• **DATASET CONTENT**:
□ □ □ □ □ □ □

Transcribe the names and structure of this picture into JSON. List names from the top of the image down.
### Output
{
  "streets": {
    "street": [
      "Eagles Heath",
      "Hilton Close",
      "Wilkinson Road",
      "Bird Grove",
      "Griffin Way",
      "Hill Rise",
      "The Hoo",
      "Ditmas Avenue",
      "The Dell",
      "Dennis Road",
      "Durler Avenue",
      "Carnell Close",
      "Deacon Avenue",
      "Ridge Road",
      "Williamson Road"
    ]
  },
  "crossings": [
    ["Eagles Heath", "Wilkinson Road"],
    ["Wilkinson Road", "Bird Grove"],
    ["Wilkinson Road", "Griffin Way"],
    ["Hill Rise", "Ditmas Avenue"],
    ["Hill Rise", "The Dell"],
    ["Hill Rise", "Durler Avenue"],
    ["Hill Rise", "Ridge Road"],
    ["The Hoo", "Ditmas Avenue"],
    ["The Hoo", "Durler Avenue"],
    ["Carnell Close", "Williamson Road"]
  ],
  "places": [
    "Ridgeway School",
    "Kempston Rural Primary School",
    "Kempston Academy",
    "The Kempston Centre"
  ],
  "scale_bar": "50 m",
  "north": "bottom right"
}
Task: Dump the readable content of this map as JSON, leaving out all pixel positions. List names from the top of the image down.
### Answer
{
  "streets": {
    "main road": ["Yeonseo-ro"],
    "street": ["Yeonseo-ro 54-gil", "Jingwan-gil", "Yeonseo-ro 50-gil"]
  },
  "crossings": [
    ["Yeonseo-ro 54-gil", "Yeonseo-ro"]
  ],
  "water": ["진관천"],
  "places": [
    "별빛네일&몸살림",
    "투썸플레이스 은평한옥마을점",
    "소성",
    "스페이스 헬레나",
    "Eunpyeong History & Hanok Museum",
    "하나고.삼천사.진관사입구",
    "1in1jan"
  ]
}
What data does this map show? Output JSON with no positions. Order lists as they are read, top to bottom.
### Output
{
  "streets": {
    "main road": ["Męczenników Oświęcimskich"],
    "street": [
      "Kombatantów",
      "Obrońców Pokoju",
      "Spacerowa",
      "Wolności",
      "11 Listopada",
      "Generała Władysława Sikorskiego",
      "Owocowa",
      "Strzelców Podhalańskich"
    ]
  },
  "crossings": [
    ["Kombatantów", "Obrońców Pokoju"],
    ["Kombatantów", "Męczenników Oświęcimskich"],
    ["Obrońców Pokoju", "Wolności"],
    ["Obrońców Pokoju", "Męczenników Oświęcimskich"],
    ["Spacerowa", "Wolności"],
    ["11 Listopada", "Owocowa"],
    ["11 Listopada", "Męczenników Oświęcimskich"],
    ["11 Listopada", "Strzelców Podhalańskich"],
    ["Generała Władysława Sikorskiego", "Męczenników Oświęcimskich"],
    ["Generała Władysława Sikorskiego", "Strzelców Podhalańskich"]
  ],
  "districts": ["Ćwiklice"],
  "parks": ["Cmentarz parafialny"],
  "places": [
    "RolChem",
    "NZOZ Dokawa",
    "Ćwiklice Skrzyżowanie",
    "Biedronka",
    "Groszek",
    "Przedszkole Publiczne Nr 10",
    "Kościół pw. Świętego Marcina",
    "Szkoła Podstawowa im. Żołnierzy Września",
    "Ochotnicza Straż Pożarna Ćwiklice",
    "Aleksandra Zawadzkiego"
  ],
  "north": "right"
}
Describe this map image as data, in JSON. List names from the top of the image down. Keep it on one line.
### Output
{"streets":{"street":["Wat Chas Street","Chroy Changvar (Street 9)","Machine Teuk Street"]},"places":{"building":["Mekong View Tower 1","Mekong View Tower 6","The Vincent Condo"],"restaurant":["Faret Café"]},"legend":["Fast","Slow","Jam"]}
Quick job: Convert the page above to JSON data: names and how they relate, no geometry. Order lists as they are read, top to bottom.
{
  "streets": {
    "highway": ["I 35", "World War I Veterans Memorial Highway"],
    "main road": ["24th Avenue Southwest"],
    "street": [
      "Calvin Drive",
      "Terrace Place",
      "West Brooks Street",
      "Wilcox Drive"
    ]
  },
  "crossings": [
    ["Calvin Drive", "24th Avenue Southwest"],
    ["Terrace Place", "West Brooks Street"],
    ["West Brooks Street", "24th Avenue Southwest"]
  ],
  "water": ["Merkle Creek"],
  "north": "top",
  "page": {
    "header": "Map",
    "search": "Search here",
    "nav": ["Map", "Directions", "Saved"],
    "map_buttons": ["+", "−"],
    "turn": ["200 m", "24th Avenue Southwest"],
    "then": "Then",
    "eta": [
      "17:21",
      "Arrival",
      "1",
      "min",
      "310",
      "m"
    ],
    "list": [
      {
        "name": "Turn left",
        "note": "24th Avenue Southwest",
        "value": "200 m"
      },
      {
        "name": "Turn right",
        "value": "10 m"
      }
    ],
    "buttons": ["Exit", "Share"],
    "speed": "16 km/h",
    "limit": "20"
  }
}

□ □ □ □ □ □ □

• **WHAT TO DO**:
The job here is to find each line above with the word "Wolności" and copy it.

• **OUTPUT FOR THIS TASK**:
      "Wolności",
    ["Obrońców Pokoju", "Wolności"],
    ["Spacerowa", "Wolności"],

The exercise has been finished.